**Problem to solve:** Go through the listing and return every line with "width" in it.

**Data records:**

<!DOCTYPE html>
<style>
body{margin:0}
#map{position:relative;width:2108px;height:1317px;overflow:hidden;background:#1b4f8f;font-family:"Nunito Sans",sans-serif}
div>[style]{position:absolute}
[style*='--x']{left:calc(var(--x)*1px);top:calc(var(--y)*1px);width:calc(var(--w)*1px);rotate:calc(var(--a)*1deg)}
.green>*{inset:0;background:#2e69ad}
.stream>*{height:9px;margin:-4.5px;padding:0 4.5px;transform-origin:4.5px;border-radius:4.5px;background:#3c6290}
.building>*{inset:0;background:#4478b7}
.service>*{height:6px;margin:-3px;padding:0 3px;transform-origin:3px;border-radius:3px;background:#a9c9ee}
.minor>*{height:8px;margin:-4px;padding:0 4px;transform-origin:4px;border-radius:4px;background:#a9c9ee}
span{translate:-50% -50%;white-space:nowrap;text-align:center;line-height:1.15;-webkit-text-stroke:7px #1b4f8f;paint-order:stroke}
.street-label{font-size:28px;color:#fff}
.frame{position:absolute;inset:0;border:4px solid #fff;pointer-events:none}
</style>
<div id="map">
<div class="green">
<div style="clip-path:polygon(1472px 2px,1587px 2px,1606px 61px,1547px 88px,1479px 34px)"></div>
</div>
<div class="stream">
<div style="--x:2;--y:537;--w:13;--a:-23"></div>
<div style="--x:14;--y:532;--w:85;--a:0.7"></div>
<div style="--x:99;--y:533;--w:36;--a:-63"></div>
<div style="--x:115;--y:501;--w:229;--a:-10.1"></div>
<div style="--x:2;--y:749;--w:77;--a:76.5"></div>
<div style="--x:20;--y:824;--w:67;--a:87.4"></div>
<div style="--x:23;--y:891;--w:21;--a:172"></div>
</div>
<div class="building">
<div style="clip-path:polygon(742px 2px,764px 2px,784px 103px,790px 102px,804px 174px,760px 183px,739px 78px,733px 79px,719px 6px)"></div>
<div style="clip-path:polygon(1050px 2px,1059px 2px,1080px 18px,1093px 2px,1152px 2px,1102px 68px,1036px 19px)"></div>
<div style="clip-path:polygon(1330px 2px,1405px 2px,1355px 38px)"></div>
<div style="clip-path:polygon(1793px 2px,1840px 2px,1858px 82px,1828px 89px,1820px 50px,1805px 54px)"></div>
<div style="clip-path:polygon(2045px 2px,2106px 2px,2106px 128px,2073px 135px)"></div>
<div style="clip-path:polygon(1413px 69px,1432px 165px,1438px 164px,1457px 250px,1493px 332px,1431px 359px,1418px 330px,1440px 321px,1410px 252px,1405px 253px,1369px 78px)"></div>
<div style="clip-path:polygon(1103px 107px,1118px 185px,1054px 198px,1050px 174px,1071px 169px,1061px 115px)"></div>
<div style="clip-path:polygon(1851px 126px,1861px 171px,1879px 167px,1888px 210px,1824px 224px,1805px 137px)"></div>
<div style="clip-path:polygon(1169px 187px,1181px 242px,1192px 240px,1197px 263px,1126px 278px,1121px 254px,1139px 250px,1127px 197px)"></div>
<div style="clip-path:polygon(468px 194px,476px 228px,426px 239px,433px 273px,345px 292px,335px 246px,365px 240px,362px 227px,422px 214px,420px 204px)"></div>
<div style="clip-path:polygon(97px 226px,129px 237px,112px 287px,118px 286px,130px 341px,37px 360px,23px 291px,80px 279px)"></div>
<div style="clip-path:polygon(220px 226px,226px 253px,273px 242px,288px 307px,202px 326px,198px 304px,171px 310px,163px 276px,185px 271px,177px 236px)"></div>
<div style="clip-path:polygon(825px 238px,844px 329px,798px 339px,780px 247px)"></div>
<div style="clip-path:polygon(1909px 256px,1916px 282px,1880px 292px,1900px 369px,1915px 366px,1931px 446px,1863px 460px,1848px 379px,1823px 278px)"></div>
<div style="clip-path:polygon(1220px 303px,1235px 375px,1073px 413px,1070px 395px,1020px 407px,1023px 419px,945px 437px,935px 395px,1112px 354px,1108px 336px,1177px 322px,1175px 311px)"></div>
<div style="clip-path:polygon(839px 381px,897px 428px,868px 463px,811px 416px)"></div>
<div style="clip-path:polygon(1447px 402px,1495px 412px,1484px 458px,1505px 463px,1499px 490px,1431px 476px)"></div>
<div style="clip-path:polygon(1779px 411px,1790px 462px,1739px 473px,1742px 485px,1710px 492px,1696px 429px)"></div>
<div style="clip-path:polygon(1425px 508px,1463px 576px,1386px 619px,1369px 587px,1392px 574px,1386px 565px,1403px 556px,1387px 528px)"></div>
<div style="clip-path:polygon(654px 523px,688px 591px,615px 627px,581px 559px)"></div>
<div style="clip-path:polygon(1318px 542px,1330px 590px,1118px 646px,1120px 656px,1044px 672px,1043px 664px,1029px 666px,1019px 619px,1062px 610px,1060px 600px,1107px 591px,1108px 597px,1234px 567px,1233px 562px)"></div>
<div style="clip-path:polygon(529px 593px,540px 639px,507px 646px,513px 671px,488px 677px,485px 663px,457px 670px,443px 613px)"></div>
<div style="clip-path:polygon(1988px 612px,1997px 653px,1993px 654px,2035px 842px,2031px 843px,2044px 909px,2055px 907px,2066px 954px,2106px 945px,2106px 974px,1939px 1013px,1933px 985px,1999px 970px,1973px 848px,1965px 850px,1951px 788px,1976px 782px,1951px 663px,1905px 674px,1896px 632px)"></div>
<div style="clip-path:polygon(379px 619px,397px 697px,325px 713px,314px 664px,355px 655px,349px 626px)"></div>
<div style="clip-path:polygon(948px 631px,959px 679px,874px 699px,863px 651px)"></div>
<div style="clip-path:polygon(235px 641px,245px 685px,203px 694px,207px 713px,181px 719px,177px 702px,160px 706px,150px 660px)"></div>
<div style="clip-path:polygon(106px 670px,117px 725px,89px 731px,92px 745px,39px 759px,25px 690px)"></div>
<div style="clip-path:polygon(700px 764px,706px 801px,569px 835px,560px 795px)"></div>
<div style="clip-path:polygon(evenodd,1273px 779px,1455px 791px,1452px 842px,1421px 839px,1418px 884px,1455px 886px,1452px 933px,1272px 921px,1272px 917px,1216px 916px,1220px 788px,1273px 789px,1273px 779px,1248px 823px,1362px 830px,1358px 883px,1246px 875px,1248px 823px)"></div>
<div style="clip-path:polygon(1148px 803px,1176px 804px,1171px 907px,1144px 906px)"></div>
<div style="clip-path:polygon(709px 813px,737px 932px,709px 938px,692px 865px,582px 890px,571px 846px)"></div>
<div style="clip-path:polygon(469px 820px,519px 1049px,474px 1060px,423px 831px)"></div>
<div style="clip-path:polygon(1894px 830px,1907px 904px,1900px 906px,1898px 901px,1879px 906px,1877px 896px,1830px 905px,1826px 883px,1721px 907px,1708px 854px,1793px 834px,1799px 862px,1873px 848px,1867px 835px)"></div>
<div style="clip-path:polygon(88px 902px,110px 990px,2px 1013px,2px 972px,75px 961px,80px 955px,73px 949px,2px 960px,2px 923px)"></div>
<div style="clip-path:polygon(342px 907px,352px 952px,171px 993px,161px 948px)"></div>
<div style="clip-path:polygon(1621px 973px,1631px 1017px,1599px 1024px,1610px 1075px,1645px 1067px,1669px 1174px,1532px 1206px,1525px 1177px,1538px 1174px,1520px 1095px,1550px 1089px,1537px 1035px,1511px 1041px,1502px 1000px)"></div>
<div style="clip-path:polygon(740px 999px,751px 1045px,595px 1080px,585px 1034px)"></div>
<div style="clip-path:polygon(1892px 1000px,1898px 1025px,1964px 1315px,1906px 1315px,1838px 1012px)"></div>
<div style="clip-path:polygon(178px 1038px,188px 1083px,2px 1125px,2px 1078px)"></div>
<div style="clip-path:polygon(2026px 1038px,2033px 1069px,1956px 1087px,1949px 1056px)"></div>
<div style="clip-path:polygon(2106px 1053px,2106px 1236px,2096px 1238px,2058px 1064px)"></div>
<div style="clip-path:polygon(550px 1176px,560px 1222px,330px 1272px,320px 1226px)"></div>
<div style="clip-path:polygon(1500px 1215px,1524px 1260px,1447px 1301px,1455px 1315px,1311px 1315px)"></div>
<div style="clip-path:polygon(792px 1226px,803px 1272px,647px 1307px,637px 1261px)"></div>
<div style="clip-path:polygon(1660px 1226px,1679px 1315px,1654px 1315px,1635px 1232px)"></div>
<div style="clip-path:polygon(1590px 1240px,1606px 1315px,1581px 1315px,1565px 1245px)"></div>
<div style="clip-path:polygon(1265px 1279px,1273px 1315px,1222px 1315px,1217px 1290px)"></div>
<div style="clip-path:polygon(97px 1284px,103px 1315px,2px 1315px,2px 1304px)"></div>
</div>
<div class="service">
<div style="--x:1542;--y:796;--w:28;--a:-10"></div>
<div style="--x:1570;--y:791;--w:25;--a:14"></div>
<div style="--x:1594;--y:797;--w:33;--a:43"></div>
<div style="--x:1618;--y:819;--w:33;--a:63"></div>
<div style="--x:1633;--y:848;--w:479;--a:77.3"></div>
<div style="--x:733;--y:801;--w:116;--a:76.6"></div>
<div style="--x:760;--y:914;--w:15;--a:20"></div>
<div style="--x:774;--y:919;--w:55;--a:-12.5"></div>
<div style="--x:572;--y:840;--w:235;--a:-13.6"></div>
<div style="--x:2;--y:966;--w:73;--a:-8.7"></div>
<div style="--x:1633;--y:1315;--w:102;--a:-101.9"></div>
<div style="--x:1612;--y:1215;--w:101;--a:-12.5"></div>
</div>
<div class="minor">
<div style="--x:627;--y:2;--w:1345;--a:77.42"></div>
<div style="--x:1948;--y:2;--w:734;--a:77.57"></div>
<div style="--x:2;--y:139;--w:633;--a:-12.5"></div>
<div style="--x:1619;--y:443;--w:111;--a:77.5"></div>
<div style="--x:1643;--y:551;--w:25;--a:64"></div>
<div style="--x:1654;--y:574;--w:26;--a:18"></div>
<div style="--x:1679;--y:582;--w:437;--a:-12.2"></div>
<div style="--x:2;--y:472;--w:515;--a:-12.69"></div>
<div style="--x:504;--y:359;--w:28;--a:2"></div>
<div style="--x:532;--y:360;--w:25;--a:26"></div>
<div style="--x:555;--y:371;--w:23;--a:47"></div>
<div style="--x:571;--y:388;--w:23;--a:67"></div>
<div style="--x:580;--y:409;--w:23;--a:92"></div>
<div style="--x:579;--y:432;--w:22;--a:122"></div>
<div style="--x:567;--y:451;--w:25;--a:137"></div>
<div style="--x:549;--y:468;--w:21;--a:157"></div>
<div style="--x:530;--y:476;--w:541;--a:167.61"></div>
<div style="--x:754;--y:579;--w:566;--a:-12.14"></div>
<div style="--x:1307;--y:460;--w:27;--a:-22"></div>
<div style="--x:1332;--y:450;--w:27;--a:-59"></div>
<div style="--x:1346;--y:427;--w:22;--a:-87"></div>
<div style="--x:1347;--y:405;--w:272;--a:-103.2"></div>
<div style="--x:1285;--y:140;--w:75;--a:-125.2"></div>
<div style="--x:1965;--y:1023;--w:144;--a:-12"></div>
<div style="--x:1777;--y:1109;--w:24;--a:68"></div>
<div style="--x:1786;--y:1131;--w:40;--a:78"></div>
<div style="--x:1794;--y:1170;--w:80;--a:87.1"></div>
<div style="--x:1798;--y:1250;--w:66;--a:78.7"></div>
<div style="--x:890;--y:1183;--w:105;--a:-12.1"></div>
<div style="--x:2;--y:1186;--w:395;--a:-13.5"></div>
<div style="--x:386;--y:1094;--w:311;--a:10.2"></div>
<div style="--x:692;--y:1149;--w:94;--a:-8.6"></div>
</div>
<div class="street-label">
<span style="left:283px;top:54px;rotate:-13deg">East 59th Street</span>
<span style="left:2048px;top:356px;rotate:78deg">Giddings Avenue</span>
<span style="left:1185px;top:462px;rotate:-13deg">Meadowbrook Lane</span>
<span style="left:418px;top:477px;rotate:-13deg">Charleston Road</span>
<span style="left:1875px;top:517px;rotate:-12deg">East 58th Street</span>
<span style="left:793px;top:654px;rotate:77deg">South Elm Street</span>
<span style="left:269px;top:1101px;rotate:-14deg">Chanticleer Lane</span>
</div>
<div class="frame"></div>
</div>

**Solution to the problem:**
#map{position:relative;width:2108px;height:1317px;overflow:hidden;background:#1b4f8f;font-family:"Nunito Sans",sans-serif}
[style*='--x']{left:calc(var(--x)*1px);top:calc(var(--y)*1px);width:calc(var(--w)*1px);rotate:calc(var(--a)*1deg)}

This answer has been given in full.